This sounds reasonable. When the GoAWK creator tried to add Unicode support thro...

benhoyt · on Aug 21, 2022

Yes, that's right. With my simplistic UTF-8-based implementation it turned length() -- for example -- from O(1) to O(N), turning O(N) algorithms which use length() into O(N^2). See this issue: https://github.com/benhoyt/goawk/issues/93

Similar with substr() and other string functions, which when operating as bytes are O(1), but become O(N) when trying to count the number of codepoints as UTF-8.

GNU Gawk has a fancier approach, which stores strings as UTF-8 as long as it can, but converts to UTF-32 if it needs to (eg: the string is non-ASCII and you call substr).
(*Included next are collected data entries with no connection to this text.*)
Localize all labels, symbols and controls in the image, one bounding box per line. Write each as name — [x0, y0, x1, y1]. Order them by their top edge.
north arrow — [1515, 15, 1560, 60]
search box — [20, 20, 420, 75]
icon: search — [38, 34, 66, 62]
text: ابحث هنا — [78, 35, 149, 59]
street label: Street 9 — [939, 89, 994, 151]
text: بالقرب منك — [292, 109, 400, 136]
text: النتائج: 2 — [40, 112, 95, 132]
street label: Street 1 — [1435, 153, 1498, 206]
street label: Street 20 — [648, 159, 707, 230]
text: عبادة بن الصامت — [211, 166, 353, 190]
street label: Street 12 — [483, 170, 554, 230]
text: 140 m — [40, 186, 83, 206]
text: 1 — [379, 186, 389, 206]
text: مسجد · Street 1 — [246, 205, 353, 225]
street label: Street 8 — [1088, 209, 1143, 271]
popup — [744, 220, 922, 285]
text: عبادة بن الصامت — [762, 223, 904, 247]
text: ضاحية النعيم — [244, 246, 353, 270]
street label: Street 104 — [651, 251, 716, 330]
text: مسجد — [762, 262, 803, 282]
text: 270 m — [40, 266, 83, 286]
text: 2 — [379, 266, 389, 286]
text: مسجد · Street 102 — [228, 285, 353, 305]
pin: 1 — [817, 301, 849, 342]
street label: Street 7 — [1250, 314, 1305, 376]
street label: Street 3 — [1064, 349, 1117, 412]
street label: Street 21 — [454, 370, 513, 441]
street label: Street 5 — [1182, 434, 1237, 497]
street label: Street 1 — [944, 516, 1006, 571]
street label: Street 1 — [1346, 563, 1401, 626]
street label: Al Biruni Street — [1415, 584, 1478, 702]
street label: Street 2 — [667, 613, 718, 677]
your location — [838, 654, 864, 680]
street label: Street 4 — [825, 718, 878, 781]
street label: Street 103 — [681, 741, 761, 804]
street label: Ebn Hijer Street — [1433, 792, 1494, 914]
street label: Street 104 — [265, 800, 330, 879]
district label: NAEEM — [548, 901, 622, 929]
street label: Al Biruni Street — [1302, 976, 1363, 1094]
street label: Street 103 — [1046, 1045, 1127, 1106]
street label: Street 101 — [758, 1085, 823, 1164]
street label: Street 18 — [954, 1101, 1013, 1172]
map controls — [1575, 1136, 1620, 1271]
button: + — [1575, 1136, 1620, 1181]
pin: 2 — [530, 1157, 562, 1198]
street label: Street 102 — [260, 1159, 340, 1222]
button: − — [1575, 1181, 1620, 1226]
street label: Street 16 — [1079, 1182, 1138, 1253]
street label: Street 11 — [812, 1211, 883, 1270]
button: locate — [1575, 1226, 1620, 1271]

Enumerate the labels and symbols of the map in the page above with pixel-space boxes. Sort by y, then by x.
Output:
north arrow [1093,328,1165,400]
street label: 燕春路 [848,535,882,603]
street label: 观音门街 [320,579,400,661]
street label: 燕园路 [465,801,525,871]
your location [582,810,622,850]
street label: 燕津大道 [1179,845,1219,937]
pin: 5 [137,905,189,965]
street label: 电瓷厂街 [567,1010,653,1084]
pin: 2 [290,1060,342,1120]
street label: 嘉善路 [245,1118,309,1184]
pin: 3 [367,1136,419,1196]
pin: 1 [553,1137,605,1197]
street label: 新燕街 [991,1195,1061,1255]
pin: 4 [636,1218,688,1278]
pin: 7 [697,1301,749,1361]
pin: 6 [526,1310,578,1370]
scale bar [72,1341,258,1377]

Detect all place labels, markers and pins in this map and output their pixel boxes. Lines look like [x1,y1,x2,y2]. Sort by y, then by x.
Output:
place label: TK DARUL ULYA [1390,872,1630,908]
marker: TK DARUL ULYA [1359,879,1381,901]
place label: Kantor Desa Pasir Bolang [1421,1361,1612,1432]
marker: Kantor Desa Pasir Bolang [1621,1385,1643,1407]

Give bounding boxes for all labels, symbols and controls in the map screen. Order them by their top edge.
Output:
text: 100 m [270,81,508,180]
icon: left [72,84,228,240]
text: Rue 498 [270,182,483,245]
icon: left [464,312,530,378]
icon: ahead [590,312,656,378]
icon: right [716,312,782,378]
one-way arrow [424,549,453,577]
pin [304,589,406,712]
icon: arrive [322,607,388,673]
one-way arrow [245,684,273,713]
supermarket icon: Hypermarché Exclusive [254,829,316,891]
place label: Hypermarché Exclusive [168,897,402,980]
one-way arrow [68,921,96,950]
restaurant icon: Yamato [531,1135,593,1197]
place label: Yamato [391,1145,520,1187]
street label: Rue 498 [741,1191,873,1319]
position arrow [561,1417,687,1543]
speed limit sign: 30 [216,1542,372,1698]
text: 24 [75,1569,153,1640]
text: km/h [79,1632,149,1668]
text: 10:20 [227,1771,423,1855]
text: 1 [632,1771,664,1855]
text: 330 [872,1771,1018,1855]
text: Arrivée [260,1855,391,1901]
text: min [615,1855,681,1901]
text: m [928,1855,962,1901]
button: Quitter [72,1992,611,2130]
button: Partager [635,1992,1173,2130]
It looks like Brian Kernighan's code has the same issue with length() and substr(). I'm going to try to email him about this, as I think it's kind of a performance blocker.

benhoyt · on Aug 21, 2022

Brian sent me a lovely (and surprisingly lengthy) reply. He noted that length() was already O(N), as onetrueawk just represents strings as NUL-terminated C strings and uses strlen() (though strlen is a lot faster than decoding UTF-8). However, he said that substr() and index() have indeed gone from O(1) to O(N), as it used to be possible to just index by number of bytes.

The most challenging part, he said, was updating the regex engine, which "was written by Al Aho in 1977 and hasn't really been touched much since".